TASK TO COMPLETE: From the first line of the data through the line containing "0 #1f3d34) drop-shadow(-2px", return each line exactly.

────

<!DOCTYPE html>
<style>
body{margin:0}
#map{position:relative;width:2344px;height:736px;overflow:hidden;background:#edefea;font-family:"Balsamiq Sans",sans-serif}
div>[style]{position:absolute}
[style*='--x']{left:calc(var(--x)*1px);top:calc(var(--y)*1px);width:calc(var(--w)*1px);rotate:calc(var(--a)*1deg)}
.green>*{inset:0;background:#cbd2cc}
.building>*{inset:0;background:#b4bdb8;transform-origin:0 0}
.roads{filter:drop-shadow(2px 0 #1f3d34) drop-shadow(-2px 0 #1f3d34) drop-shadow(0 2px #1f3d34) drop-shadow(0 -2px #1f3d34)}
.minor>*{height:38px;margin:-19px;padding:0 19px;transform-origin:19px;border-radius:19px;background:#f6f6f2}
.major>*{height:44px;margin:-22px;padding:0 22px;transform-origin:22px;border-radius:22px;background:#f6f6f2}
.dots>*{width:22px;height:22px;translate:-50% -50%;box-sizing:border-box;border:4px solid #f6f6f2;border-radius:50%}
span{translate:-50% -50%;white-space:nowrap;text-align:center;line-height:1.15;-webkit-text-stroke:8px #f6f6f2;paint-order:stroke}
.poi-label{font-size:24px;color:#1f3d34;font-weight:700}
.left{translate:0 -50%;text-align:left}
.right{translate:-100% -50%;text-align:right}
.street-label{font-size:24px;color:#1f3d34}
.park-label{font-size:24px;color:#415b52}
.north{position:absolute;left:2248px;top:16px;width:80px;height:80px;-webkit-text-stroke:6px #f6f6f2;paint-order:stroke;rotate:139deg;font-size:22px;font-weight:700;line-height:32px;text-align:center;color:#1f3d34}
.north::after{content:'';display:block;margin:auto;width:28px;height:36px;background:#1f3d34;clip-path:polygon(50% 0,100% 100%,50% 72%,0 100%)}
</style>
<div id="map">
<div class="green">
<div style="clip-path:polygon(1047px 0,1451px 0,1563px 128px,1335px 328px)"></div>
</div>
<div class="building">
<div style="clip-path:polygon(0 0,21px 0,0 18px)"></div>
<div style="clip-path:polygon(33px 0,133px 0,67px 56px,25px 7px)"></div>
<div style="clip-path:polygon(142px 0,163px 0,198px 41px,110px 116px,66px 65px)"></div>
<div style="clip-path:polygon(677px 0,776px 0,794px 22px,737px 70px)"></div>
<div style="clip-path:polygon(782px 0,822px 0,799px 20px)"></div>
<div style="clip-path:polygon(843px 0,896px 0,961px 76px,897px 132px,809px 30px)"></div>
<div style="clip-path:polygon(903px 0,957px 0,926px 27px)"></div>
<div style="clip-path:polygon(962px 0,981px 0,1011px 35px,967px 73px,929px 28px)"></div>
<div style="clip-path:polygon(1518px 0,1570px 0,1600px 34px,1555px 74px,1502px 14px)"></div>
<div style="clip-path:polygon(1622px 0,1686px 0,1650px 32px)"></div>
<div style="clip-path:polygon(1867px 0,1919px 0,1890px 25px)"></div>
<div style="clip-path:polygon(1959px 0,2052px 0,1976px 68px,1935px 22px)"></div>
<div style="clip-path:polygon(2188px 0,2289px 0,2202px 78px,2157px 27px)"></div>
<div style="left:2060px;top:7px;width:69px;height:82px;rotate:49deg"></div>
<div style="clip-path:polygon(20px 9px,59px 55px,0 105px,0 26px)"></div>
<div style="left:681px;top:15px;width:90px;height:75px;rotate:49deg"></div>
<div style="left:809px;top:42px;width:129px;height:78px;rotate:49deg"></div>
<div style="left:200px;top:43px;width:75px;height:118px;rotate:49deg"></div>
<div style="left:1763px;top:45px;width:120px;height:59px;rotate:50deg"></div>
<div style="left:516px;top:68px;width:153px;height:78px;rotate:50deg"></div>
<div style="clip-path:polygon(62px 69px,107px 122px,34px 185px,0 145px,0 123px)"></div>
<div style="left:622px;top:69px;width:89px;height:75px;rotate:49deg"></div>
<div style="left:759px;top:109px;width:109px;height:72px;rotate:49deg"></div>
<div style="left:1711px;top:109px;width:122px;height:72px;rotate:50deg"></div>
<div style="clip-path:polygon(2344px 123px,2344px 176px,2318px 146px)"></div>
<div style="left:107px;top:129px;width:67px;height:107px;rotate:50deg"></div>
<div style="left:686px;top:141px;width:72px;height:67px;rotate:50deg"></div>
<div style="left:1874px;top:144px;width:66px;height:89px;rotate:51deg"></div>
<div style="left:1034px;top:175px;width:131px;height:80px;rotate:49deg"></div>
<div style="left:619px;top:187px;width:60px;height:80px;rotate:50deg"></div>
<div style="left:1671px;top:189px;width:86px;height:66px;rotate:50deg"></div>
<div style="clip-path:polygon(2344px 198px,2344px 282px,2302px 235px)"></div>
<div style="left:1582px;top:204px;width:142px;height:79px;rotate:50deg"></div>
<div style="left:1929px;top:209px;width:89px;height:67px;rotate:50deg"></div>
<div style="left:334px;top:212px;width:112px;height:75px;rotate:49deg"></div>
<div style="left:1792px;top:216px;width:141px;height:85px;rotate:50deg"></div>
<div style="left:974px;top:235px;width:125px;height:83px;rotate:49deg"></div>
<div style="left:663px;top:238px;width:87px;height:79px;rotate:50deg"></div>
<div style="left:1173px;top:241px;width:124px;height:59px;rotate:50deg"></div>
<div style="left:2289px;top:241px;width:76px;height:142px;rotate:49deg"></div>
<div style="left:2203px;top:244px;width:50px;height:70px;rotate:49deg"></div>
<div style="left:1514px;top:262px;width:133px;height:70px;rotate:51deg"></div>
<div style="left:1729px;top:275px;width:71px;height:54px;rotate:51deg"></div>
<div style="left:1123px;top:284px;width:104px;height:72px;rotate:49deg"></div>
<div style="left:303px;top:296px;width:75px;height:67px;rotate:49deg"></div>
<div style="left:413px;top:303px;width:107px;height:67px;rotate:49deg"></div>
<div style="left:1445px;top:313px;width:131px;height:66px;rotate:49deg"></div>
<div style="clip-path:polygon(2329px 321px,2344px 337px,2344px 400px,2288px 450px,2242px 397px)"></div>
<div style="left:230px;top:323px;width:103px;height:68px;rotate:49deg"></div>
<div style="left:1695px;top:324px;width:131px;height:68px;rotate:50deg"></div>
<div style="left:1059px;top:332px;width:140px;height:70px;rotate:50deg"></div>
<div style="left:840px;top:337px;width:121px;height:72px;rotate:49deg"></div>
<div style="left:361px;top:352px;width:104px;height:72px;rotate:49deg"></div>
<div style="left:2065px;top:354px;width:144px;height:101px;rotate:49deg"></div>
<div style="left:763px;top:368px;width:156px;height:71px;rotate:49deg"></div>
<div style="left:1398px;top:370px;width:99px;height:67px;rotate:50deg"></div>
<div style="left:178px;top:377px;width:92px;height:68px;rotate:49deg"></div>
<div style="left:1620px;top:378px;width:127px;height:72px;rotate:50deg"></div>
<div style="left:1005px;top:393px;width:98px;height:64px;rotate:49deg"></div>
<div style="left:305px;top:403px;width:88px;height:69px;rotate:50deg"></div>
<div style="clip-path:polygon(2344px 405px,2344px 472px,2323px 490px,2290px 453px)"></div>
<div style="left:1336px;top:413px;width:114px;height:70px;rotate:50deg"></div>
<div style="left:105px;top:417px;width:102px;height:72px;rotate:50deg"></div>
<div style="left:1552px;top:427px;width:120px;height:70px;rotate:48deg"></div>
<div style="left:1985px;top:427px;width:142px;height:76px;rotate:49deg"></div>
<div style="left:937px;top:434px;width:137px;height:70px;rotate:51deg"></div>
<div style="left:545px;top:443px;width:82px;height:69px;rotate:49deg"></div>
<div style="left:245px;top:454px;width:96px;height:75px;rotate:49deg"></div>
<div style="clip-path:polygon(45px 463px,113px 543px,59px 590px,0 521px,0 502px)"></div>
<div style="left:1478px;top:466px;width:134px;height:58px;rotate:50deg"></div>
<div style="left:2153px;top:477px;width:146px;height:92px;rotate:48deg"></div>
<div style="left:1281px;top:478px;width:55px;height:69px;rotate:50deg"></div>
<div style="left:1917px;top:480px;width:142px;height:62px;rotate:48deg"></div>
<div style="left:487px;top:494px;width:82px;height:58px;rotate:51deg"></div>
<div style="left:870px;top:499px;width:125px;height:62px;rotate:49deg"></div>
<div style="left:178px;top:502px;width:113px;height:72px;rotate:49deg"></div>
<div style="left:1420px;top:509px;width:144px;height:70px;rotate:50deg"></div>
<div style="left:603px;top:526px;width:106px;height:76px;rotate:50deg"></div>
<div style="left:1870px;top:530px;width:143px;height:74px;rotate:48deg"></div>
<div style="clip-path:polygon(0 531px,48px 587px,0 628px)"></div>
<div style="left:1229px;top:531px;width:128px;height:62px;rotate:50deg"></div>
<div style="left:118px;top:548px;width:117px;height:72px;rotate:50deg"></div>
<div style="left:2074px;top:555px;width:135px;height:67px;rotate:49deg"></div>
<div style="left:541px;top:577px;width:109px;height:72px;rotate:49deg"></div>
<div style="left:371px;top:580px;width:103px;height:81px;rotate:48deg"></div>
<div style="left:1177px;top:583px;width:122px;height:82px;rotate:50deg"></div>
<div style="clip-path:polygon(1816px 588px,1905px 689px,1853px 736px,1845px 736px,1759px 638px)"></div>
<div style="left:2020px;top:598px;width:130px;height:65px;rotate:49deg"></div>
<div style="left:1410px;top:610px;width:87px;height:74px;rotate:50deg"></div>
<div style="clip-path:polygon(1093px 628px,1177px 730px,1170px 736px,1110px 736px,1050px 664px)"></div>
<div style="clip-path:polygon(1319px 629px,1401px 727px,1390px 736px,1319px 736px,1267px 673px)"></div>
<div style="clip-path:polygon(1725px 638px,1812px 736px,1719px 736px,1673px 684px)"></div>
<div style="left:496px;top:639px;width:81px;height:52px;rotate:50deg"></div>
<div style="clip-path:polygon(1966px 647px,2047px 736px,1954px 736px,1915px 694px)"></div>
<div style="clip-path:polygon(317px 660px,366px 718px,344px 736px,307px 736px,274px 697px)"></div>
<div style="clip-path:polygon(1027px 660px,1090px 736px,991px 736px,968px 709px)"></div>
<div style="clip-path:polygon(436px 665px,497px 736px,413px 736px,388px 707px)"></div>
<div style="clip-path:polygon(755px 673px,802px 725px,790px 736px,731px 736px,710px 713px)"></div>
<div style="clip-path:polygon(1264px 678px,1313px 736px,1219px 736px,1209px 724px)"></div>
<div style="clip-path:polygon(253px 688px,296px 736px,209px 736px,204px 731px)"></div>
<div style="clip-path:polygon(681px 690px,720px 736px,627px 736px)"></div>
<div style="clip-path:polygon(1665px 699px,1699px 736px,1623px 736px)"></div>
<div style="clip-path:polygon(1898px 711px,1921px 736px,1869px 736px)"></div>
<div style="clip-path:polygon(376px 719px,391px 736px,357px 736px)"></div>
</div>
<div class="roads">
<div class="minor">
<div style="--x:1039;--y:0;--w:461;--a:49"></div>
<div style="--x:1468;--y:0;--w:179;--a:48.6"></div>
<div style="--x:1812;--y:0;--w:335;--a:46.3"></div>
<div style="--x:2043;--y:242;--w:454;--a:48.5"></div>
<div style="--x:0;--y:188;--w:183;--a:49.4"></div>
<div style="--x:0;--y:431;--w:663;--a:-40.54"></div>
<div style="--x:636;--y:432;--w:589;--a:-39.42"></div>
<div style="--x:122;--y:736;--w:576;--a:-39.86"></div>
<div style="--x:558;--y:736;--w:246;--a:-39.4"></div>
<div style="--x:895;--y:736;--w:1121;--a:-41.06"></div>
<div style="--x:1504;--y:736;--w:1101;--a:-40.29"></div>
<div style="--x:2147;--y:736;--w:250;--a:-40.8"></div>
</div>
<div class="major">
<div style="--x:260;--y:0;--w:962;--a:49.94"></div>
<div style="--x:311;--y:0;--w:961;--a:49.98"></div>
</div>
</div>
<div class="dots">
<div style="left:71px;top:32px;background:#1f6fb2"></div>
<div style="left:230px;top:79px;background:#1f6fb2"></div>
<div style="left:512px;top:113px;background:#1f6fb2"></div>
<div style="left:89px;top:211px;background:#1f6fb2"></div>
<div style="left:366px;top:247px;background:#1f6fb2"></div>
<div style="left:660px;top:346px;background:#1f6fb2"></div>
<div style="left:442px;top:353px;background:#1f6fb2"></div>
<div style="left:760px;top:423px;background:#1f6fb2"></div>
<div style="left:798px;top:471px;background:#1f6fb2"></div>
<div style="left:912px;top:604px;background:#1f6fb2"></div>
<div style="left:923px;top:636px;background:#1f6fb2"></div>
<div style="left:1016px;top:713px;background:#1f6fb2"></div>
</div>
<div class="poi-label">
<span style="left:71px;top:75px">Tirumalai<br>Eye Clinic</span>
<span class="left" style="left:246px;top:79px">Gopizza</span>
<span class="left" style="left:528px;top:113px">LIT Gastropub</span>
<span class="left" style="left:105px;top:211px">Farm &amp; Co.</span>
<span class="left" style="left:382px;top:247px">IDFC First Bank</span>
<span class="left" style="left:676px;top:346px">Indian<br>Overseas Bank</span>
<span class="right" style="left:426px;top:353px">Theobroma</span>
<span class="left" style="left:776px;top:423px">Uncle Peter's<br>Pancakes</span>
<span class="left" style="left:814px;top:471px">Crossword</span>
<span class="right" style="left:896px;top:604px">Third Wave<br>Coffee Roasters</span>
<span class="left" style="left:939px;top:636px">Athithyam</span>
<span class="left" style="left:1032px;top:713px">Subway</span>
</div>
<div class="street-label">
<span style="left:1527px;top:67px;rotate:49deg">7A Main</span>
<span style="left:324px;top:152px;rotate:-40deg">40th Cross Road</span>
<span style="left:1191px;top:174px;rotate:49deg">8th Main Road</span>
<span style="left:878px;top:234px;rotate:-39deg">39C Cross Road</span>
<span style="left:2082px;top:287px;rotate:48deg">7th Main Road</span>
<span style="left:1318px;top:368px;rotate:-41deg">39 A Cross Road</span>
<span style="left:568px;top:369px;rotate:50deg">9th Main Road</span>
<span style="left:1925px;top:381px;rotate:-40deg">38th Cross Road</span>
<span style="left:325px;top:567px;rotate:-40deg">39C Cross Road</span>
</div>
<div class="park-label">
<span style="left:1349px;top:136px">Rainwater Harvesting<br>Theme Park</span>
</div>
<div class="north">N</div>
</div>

────

ANSWER TO THIS TASK:
<!DOCTYPE html>
<style>
body{margin:0}
#map{position:relative;width:2344px;height:736px;overflow:hidden;background:#edefea;font-family:"Balsamiq Sans",sans-serif}
div>[style]{position:absolute}
[style*='--x']{left:calc(var(--x)*1px);top:calc(var(--y)*1px);width:calc(var(--w)*1px);rotate:calc(var(--a)*1deg)}
.green>*{inset:0;background:#cbd2cc}
.building>*{inset:0;background:#b4bdb8;transform-origin:0 0}
.roads{filter:drop-shadow(2px 0 #1f3d34) drop-shadow(-2px 0 #1f3d34) drop-shadow(0 2px #1f3d34) drop-shadow(0 -2px #1f3d34)}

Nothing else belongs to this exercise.